Problem -> Take every line in the entries that includes the word "linecap" and copy it.

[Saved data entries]
┄┄┄┄┄┄
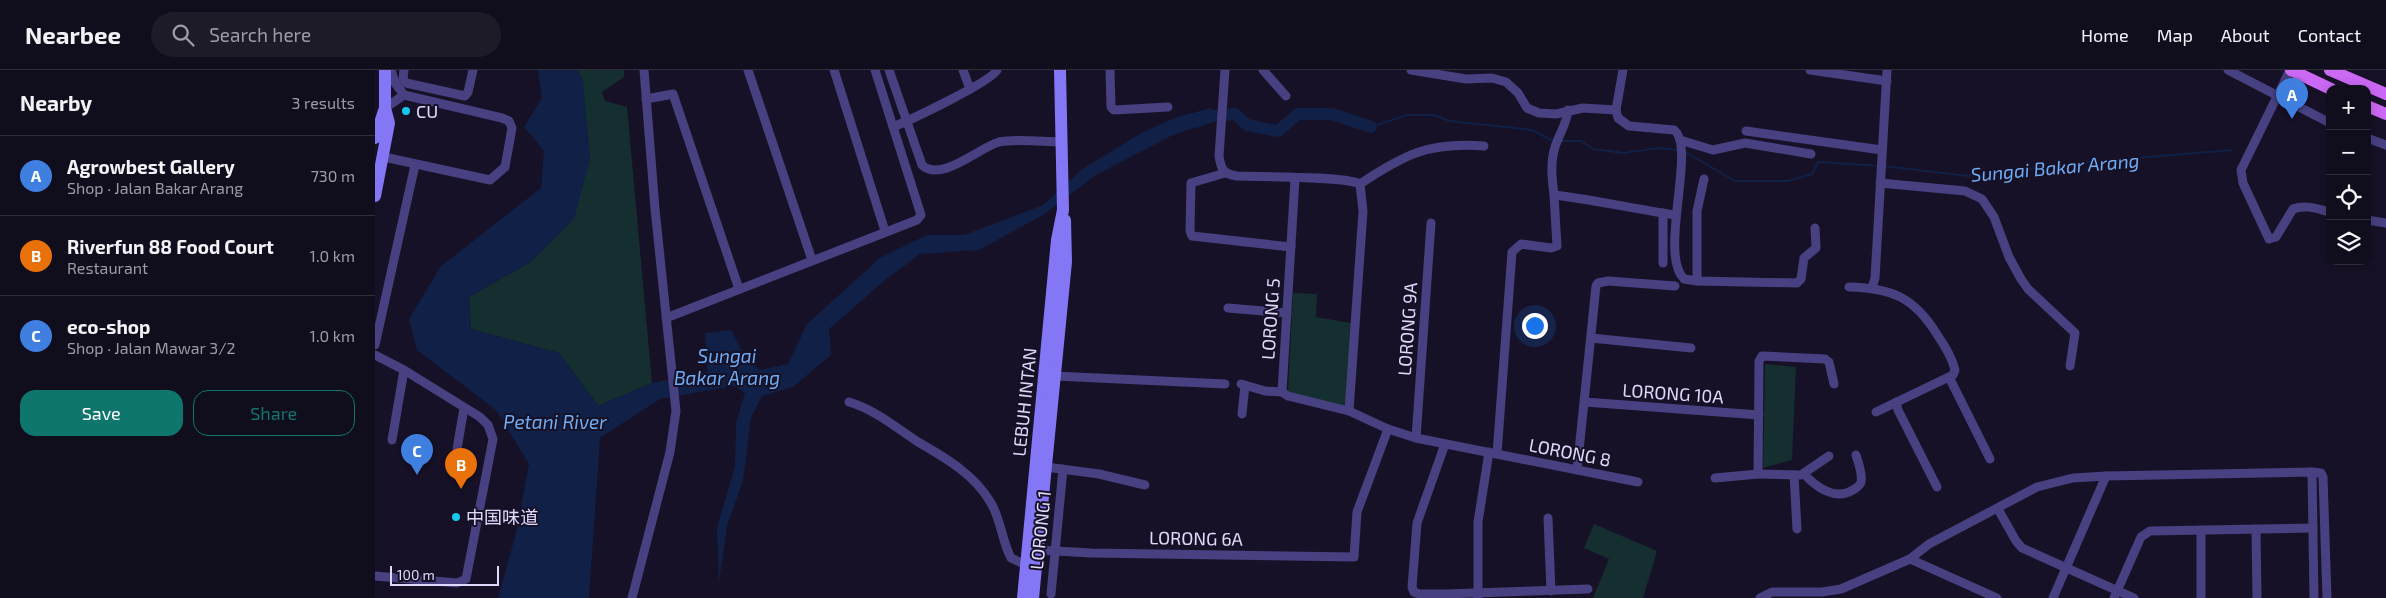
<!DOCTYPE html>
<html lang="en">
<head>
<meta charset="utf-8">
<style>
	body { margin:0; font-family:"Exo 2","Noto Sans SC",sans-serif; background:#1e1b29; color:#f1f3f6 }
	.controls { position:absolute; right:15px; top:15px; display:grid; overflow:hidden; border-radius:10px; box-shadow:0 2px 12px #0003 }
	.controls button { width:45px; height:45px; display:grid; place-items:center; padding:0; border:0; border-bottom:1px solid #302d3b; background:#100d1c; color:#f1f3f6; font:25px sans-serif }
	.scale { position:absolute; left:15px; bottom:12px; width:109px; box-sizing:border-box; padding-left:5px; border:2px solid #e0d9fc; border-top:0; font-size:14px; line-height:18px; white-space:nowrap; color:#e0d9fc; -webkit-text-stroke:4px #161126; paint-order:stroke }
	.you { position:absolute; left:1159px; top:255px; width:18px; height:18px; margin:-12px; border:4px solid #fff; border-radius:50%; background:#1a73e8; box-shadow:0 0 0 8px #1a73e833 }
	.badge { display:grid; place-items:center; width:32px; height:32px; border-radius:50%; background:#0f766e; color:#fff; font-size:16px; font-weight:700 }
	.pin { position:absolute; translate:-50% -41px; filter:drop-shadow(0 1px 2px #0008) }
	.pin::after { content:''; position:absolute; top:26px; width:18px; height:15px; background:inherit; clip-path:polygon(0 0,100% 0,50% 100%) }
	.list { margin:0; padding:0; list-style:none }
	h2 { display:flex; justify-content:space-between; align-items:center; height:65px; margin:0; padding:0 20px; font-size:21px }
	h2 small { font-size:16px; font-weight:400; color:#9c9ca3 }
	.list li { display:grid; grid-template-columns:32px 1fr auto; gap:15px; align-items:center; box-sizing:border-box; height:80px; padding:0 20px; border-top:1px solid #302d3b }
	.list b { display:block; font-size:19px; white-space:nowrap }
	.list p { margin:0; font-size:16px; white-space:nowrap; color:#9c9ca3 }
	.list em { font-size:16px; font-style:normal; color:#9c9ca3 }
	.actions { display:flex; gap:10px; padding:15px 20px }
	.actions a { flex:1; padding:11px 0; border:1px solid #0f766e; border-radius:15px; text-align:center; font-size:18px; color:#0f766e }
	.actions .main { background:#0f766e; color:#fff }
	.icon { flex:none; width:28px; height:28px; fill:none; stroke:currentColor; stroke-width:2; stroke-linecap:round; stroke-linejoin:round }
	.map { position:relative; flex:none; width:2011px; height:528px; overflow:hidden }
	header { display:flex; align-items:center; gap:30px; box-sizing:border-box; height:70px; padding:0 25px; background:#100d1c; border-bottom:1px solid #302d3b }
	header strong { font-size:24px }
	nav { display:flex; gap:28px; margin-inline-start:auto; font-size:18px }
	.search { width:350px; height:45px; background:#1e1b29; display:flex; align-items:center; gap:12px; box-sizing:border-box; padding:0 18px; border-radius:28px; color:#9c9ca3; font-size:19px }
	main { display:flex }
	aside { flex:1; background:#100d1c }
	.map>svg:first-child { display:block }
</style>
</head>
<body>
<header>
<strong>Nearbee</strong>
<div class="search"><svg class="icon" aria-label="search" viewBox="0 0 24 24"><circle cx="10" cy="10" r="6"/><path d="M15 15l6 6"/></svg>Search here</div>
<nav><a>Home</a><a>Map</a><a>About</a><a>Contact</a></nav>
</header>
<main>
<aside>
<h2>Nearby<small>3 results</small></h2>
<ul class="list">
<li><span class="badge" style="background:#3f7fe0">A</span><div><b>Agrowbest Gallery</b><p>Shop · Jalan Bakar Arang</p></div><em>730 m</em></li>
<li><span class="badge" style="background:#e8710a">B</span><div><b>Riverfun 88 Food Court</b><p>Restaurant</p></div><em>1.0 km</em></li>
<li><span class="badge" style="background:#3f7fe0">C</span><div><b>eco-shop</b><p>Shop · Jalan Mawar 3/2</p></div><em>1.0 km</em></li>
</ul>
<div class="actions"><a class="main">Save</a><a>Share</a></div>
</aside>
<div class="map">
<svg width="2011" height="528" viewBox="0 0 2011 528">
	<rect width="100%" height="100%" fill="#161126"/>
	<g fill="#152e2f">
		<path d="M203,0H249V7L227,22L230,31L252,37L277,313L223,336L184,283L96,259L94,227L157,191L208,11Z"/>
		<path d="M918,223L942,224L941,247L976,253L973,338L913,322Z"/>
		<path d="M1390,294L1421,297L1417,390L1388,398Z"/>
		<path d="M1219,454L1282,481L1268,528H1218L1234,489L1209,478Z"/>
	</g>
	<path fill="#102046" d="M163,0H203L208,11L215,89L199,149L157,191L94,227L96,259L184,283L223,336L277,313L332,302L330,263L356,260L370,286L385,300L413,294L432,254L505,188L552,165H589L668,135L706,100L766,63L802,47L836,38L837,51L796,66L721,105L668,145L604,180L545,184L509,211L454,259L456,285L418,317L387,326L376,348L368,411L352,456L344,512L342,457L360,397L361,352L370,323L359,316L285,329L225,368L214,528H123L141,463L154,394L121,340L42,280L34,249L66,196L166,118L169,81L149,57L167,28Z"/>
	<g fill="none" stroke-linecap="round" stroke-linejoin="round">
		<g stroke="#102046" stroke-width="2">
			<path d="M996,57L1032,45H1059L1075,51L1157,60L1178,71"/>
			<path d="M1185,71H1206L1218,79L1249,83L1283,78L1302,80"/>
			<path d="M1309,81L1360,111H1413L1437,104L1443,92L1505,96"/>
			<path d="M1509,96L1593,106L1713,92L1857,80"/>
		</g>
		<path stroke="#102046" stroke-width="12" d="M821,52L837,46L860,44L872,55L903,61L923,44H957L996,57"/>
		<g stroke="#474081" stroke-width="9">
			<path d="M29,0L28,9L31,13L90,26L93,22L98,0"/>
			<path d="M373,0L437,190"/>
			<path d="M459,0L510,161"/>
			<path d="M514,0L547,95C566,113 603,78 624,72C641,68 669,72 687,72"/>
			<path d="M588,0L595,19"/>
			<path d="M735,0L736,37L739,40L793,37"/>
			<path d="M850,0L844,86C846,99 848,104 862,106C885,107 970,106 985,114"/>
			<path d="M888,0L911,26"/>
			<path d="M1036,0L1091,9L1117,8L1131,12L1143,23L1152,38L1164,43L1181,44L1208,38L1241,40"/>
			<path d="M1248,0L1241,40L1243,48L1254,56L1299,60C1322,77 1283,184 1309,209L1322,211L1422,213L1426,209L1429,188L1441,178L1440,158"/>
			<path d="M1435,0L1512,11"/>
			<path d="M1853,0L1955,53"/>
			<path d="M1915,0L1866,100L1868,113L1894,169L1901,167L1918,139C1930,134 1943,139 1955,142"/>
			<path d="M271,29L298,24L364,219"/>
			<path d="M10,38L29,25"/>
			<path d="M518,57C535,50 616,12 622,0"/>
			<path d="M1371,61L1507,80"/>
			<path d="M1992,68L2011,75"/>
			<path d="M1305,70L1338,80L1370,73L1436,84"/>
			<path d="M9,87L115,110L130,97L137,58L134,51L127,48L29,25L20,13L16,0"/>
			<path d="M850,103L816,113L815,161L817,166L916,177"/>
			<path d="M920,109L907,322L913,326L974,341L1013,359L1041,368L1263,412"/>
			<path d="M1505,113L1590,121L1607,129L1619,147L1634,187L1646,209L1653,219L1700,263L1695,296"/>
			<path d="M985,114C1030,84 1054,72 1109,76"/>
			<path d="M1179,125C1177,109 1175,93 1180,77C1184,64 1192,54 1193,40"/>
			<path d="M1992,150L2011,153"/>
			<path d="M1288,193V143"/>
			<path d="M1322,211V141L1329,109"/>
			<path d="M1474,217C1518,218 1540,228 1563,266C1570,276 1577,288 1580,300L1578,305L1501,342"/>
			<path d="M1497,218L1500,208L1512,0"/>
			<path d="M853,238L912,243"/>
			<path d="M291,248L542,150L546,145L500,0"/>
			<path d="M1216,268L1316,278"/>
			<path d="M0,275L40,95"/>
			<path d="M0,285L29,300L105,347L113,355L118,369L91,509L82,513L0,506"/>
			<path d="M680,306L850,314"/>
			<path d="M1574,307L1615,389"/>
			<path d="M866,314L890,321L907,322"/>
			<path d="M474,332C501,340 520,357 543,372C571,388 600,405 616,433C626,450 627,471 636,488L651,495"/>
			<path d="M1210,332L1384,345"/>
			<path d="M1521,332L1523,340L1562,417"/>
			<path d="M974,341L988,141L985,114"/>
			<path d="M867,344L870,315"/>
			<path d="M1041,368L1056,153"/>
			<path d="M17,370L29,300"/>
			<path d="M1070,374L1042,453L1037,517L1039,522L1044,524H1070L1213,519"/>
			<path d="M82,379L89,338"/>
			<path d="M1122,384L1137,182L1146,174L1176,178L1182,176L1179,125C1220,130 1260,139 1300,145"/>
			<path d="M671,397L724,404L770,415"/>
			<path d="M1202,400L1221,216L1223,213L1233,211L1300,216"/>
			<path d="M1937,402L1939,528"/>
			<path d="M1383,404L1426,405L1454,386"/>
			<path d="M1429,404C1441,417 1460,431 1478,420C1481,418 1485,416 1486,412C1488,404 1483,392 1481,385"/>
			<path d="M1419,405L1422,459"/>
			<path d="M1340,408L1383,404L1384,291L1387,286L1450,289L1454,292L1459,314"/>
			<path d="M1623,439L1641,471L1647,478L1759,528"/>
			<path d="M1173,448L1176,521"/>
			<path d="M1881,459L1882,528"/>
			<path d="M1826,460V528"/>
			<path d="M663,480L716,483L979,487L982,442L1013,359"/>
			<path d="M1535,489L1622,528"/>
			<path d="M676,524L688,399"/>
			<path d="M257,528L295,382L301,341L280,139L269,0"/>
			<path d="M1103,528V452L1114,382"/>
			<path d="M1385,528L1397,522H1447L1466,519L1535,489L1554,474L1662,417L1698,408L1731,406L1937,402L1946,403L1948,407L1952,528"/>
			<path d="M1678,528L1731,406"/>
			<path d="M1739,528L1766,467L1775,461L1938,458"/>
		</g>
		<g stroke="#8477f5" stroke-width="12">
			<path d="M0,68L10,38"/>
			<path d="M0,126L14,53L10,38V0"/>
			<path d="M648,528L682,170L688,140L685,0"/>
			<path d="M658,528L691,192L690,150"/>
		</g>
		<g stroke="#cb68f4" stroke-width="12">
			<path d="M1916,0L1956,19"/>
			<path d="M1955,0L2011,24"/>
			<path d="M1992,36L2011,44"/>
		</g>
	</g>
	<g fill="#14c7ed" stroke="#161126" stroke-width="2">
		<circle cx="31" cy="41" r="5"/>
		<circle cx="81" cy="447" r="5"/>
	</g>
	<g text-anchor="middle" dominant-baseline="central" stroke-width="4" stroke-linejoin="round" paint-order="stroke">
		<g font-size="18" fill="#e0d9fc" stroke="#161126" text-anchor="start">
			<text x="41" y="41">CU</text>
			<text x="91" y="447">中国味道</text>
		</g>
		<g font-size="18" fill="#e0d9fc" stroke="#161126">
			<text transform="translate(895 249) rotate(-86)">LORONG 5</text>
			<text transform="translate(1032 259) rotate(-86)">LORONG 9A</text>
			<text transform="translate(1298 323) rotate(4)">LORONG 10A</text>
			<text transform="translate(649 332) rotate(-84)">LEBUH INTAN</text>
			<text transform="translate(1195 382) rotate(11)">LORONG 8</text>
			<text transform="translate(665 460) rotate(-84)">LORONG 1</text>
			<text transform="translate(821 468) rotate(1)">LORONG 6A</text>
		</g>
		<g font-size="19" font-style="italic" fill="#6facf4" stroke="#161126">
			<text transform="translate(1680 97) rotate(-5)">Sungai Bakar Arang</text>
			<text x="352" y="285">Sungai<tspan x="352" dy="22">Bakar Arang</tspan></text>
			<text x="180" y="351">Petani River</text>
		</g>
	</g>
</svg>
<div class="controls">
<button>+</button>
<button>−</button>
<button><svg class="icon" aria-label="locate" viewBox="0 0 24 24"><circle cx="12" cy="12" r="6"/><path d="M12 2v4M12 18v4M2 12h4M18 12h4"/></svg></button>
<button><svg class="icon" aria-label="layers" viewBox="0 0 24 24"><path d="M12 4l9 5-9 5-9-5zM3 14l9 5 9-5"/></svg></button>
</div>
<div class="scale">100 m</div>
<div class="you"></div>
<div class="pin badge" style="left:1917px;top:49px;background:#3f7fe0">A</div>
<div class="pin badge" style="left:86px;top:419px;background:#e8710a">B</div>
<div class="pin badge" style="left:42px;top:405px;background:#3f7fe0">C</div>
</div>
</main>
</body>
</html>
┄┄┄┄┄┄
Task response ->
	.icon { flex:none; width:28px; height:28px; fill:none; stroke:currentColor; stroke-width:2; stroke-linecap:round; stroke-linejoin:round }
	<g fill="none" stroke-linecap="round" stroke-linejoin="round">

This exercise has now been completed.